Um exemplo disso evidenciou-se no relato da visita da rainha de Sabá a Salomão. Ela ouvira falar das grandezas de Salomão e seu reino. Sabia que tudo era fartura e abundância. E admirou-se grandemente ao deparar-se, pessoalmente, com a realidade: “eis que não me contaram a metade…” (I Reis 10:6).

Numerosas passagens das Escrituras destacam o sentido Centrípeto da missão. Eis algumas delas: “Príncipes vêm do Egito; a Etiópia corre a estender as mãos para Deus” (Sal. 68:31); “Irão muitas nações e dirão: vinde, e subamos ao monte do Senhor, e à casa de Jacó, para que nos ensine os seus caminhos e andemos nas Suas veredas” (Isa. 2:3); “E os habitantes de uma cidade irão à outra dizendo: vamos depressa suplicar o favor do Senhor, e buscar o Senhor dos Exércitos… Virão muitos povos, e poderosas nações, buscar em Jerusalém o Senhor dos Exércitos… pegarão na orla da veste de um judeu e lhe dirão: iremos convosco, porque temos ouvido que Deus está convosco” (Zac. 8:21 a 23).

O sentido Centrífugo da missão consiste em que o povo de Deus saia para além de suas fronteiras, conduzindo a mensagem da vontade e do amor do Senhor para a vida dos que não O conhecem. Poderíamos dizer que no sentido Centrípeto Israel seria procurado. Mas no sentido Centrífugo, sairia a procurar.

O sentido Centrífugo da missão não é muito claro no Antigo Testamento. Há poucas menções a seu respeito.
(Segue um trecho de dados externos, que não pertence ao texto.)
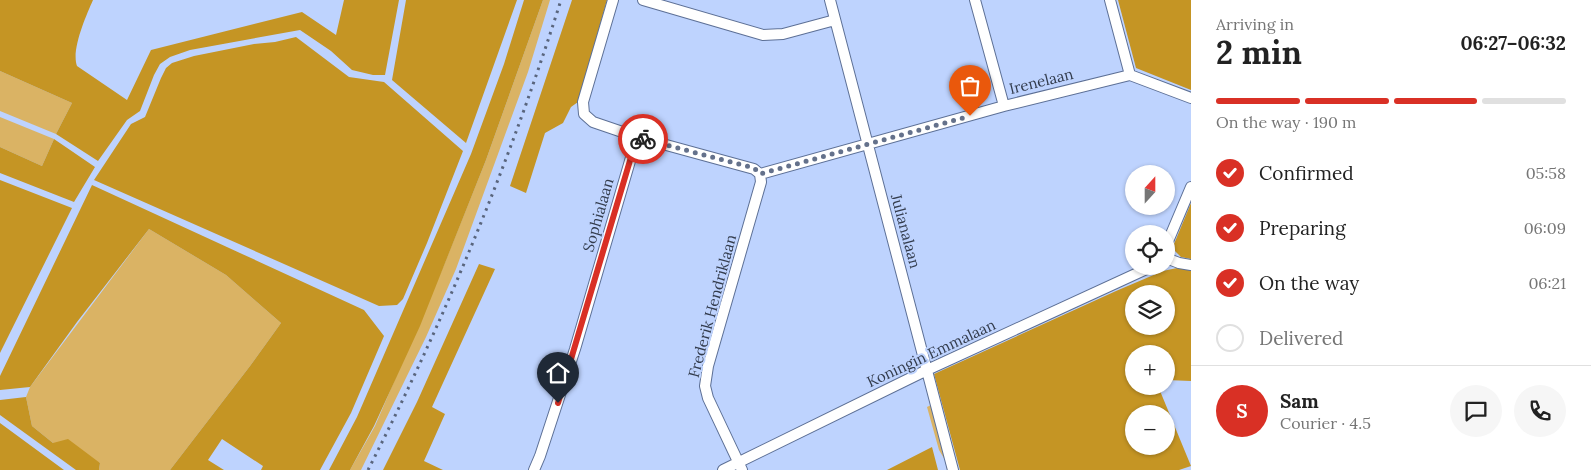 <!DOCTYPE html>
<meta charset="utf-8">
<style>
:root{--surface:#fff;--page:#f6f6f6;--text:#222;--muted:#767676;--line:#e0e0e0;--accent:#d93025}
body{margin:0;font-family:Lora,serif;background:var(--page);color:var(--text);height:100vh;display:flex;flex-direction:column;font-size:19px;white-space:nowrap}
*{box-sizing:border-box;margin:0}
p{font-size:16px;color:var(--muted)}
.icon{flex:none;width:28px;height:28px;fill:none;stroke:currentColor;stroke-width:2;stroke-linecap:round;stroke-linejoin:round}
.map{position:relative;flex:1;overflow:hidden}
.panel{display:flex;flex-direction:column;background:var(--surface);width:400px}
.panel>*{flex:none}
.needle{width:32px;rotate:21deg}
.controls{position:absolute;left:1125px;top:165px;display:grid;gap:10px}
.controls a{display:grid;place-items:center;width:50px;height:50px;border-radius:50%;background:var(--surface);box-shadow:0 1px 4px #0004;font-size:25px}
.pin{position:absolute;display:grid;place-items:center;width:42px;height:42px;color:#fff;margin:-51px -21px;border-radius:50% 50% 50% 0;rotate:-45deg;box-shadow:0 0 5px #0007}
.pin .icon{rotate:45deg}
.courier{position:absolute;display:grid;place-items:center;width:50px;height:50px;margin:-25px;border:4px solid #d93025;border-radius:50%;background:#fff;color:#222;box-shadow:0 1px 6px #0007}
.head em{font-style:normal;font-weight:800}
.head div{display:flex;flex-direction:column-reverse}
.head{display:flex;align-items:center;justify-content:space-between;height:85px;padding:0 25px}
h1{font-size:32px;font-weight:800;line-height:38px}
.bar{display:grid;grid-template-columns:repeat(4,1fr);gap:8px 5px;align-content:center;height:60px;padding:0 25px}
.bar i{height:6px;border-radius:4px;background:var(--line)}
.bar .active{background:var(--accent)}
.bar p{grid-column:span 4}
.line{display:flex;align-items:center;gap:12px;padding:0 25px;border-top:1px solid var(--line)}
.line div{flex:1}
.round{display:grid;place-items:center;flex:none;width:52px;height:52px;border-radius:26px;background:var(--page)}
ol{padding:0 25px;list-style:none}
li{display:flex;align-items:center;gap:15px;height:55px}
li p{margin-inline-start:auto}
li .icon{padding:5px;border-radius:50%;background:var(--accent);color:#fff;stroke-width:4}
li:last-child{color:var(--muted)}
li i{width:28px;height:28px;border:2px solid var(--line);border-radius:50%}
main{display:flex;flex:1;min-height:0}
.map>svg:first-child{display:block}
.green{fill:#dab364}
.forest{fill:#c59524;fill-rule:evenodd}
.lines{fill:none;stroke-linecap:round;stroke-linejoin:round}
.minor-casing{stroke:#5d7096;stroke-width:12}
.minor{stroke:#fff;stroke-width:10}
.rail{stroke:#59657d;stroke-width:3;stroke-dasharray:2.5 5;stroke-linecap:butt}
.done{stroke:#64718b;stroke-width:5;stroke-dasharray:0 9}
.route{stroke:#d93025;stroke-width:6}
.labels{text-anchor:middle;dominant-baseline:central;stroke-width:4;stroke-linejoin:round;paint-order:stroke}
.street-label{font-size:15px;fill:#333c4d;stroke:#bed3fe}
</style>
<main>
<div class="map">
<svg width="1191" height="470" viewBox="0 0 1191 470">
<rect width="100%" height="100%" fill="#bed3fe"/>
<path class="green" d="M543,0H550L528,72L456,269L426,337L361,470H350L375,426L444,265L486,160Z
M0,71L72,103L56,134L0,111Z
M0,117L54,139L42,166L0,147Z
M149,229L226,275L281,323L250,366L170,470H99L100,463L53,443L32,426L26,397L30,387Z
M931,405L949,470H947L945,460L939,450L927,407Z"/>
<path class="forest" d="M0,0H93C86,16 71,50 77,66L127,100L151,50L302,12L336,35L344,0H399L385,75H373L352,70L331,51L300,30L190,50L170,57L160,64L154,75L140,111L127,120L98,161L56,134L72,103L0,71Z
M406,0H517L466,143L392,80Z
M524,0H543L486,160L420,326L374,426L350,470H329L357,417L471,154L504,64Z
M572,0H607L578,102L571,107L563,123L545,133L526,193L510,186Z
M1118,0H1191V90L1136,68Z
M296,37L349,77L384,82L463,151L427,243L403,299L397,305L379,306L94,180L131,124L145,117L161,78L166,68L172,63L194,56L254,44L275,42Z
M54,139L95,167L74,202L0,173V147L42,166Z
M0,180L72,208L0,353Z
M92,185L364,310L384,336L351,413L320,470H261L263,466L222,439L208,460L224,470H170L250,366L281,323L226,275L149,229L77,322L30,387L0,390V376Z
M1191,203V259L1181,257L1175,251L1174,244Z
M479,264L495,269L432,407L445,414L424,461L443,470H383L417,402Z
M1177,268L1191,270V381L1166,380V354H1134V386H1158L1191,466L1179,470H960L934,374L1116,291L1163,271ZM1134,294H1166V326H1134ZM1134,414H1166V446H1134Z
M26,397L32,426L53,443L68,439L100,463L99,470H76L0,415V400Z
M0,423L64,470H0Z
M932,447L938,470H887Z"/>
<g class="lines">
<g class="minor-casing">
<path id="minor" d="M613,0L583,102L584,114L593,122L637,137L754,169L760,174L1004,106L1130,75L1191,98
M643,0L763,35L783,34L835,20
M830,0L953,470
M975,0L1004,106
M1110,0L1130,75
M1166,246L1191,187
M1166,258L1179,263L1191,265
M534,470L540,456L575,349L637,137
M723,470L927,370L1153,266
M742,470L708,398L705,386L708,366L761,182L760,174"/>
</g>
<use href="#minor" class="minor"/>
<path class="rail" d="M368,470C445,319 510,162 561,0"/>
</g>
<g class="lines">
<path class="done" d="M643,139L754,168L760,174L970,116"/>
<path class="route" d="M558,403L637,137L643,139"/>
</g>
<g class="labels">
<g class="street-label">
<text transform="translate(1041 81) rotate(-14)">Irenelaan</text>
<text transform="translate(598 215) rotate(-74)">Sophialaan</text>
<text transform="translate(906 231) rotate(75)">Julianalaan</text>
<text transform="translate(712 306) rotate(-75)">Frederik Hendriklaan</text>
<text transform="translate(931 353) rotate(-25)">Koningin Emmalaan</text>
</g>
</g>
</svg>
<div class="controls">
<a><svg class="needle" viewBox="-14 -14 28 28"><path d="M0-13l5 13h-10z" fill="#e53935"/><path d="M0 13l5-13h-10z" fill="#767676"/></svg></a>
<a><svg class="icon" aria-label="locate" viewBox="0 0 24 24"><circle cx="12" cy="12" r="6"/><path d="M12 2v4M12 18v4M2 12h4M18 12h4"/></svg></a>
<a><svg class="icon" aria-label="layers" viewBox="0 0 24 24"><path d="M12 4l9 5-9 5-9-5zM3 14l9 5 9-5"/></svg></a>
<a>+</a>
<a>−</a>
</div>
<div class="pin" style="left:970px;top:116px;background:#ea580c"><svg class="icon" aria-label="bag" viewBox="0 0 24 24"><path d="M5 8h14l-1 12H6zM9 8a3 3 0 0 1 6 0"/></svg></div>
<div class="pin" style="left:558px;top:403px;background:#1f2937"><svg class="icon" aria-label="home" viewBox="0 0 24 24"><path d="M3 11l9-7 9 7M6 9v11h12V9"/></svg></div>
<div class="courier" style="left:643px;top:139px"><svg class="icon" aria-label="bike" viewBox="0 0 24 24"><circle cx="6" cy="16" r="4"/><circle cx="18" cy="16" r="4"/><path d="M6 16l4-8h5l3 8M10 8l3 8H6M13 5h3"/></svg></div>
</div>
<section class="panel">
<div class="head"><div><h1>2 min</h1><p>Arriving in</p></div><em>06:27–06:32</em></div>
<div class="bar"><i class="active"></i><i class="active"></i><i class="active"></i><i></i><p>On the way · 190 m</p></div>
<ol>
<li><svg class="icon" aria-label="check" viewBox="0 0 24 24"><path d="M5 12l5 5 9-10"/></svg>Confirmed<p>05:58</p></li>
<li><svg class="icon" aria-label="check" viewBox="0 0 24 24"><path d="M5 12l5 5 9-10"/></svg>Preparing<p>06:09</p></li>
<li><svg class="icon" aria-label="check" viewBox="0 0 24 24"><path d="M5 12l5 5 9-10"/></svg>On the way<p>06:21</p></li>
<li><i></i>Delivered</li>
</ol>
<div class="line" style="height:90px"><b class="round" style="background:var(--accent);color:#fff">S</b><div><b>Sam</b><p>Courier · 4.5</p></div><a class="round"><svg class="icon" aria-label="chat" viewBox="0 0 24 24"><path d="M4 5h16v11H9l-5 4z"/></svg></a><a class="round"><svg class="icon" aria-label="phone" viewBox="0 0 24 24"><path d="M5 4h4l2 5-3 2q2 4 5 5l2-3 5 2v4C11 20 4 13 5 4z"/></svg></a></div>
</section>
</main>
A profecia mencionada por Isaías no capítulo 42 do seu livro, versos 1 a 4, pode muito bem ser entendida como uma referência a esse aspecto da missão, ao dizer que “o servo do Senhor … promulgará o direito para os gentios”. Outro exemplo é o envio de Jonas à cidade de Nínive. Nada é mencionado quanto a virem os ninivitas entrar em contato com os israelitas, mas um israelita foi chamado para pregar em Nínive.

Todavia, apesar das reduzidas referências, ninguém necessita duvidar que os judeus continuaram buscando cumprir a missão. Na Diáspora, onde passavam, iam eles disseminando a crença em Deus. Vários historiadores judeus fazem referência a este procedimento, conhecido como proselitismo judeu. Citando Estrabón, o Pastor Werner Vyhmeister afirma que “é difícil encontrar um só lugar no mundo habitado que não haja admitido a esta tribo de homens, e que não seja possuído por ela”?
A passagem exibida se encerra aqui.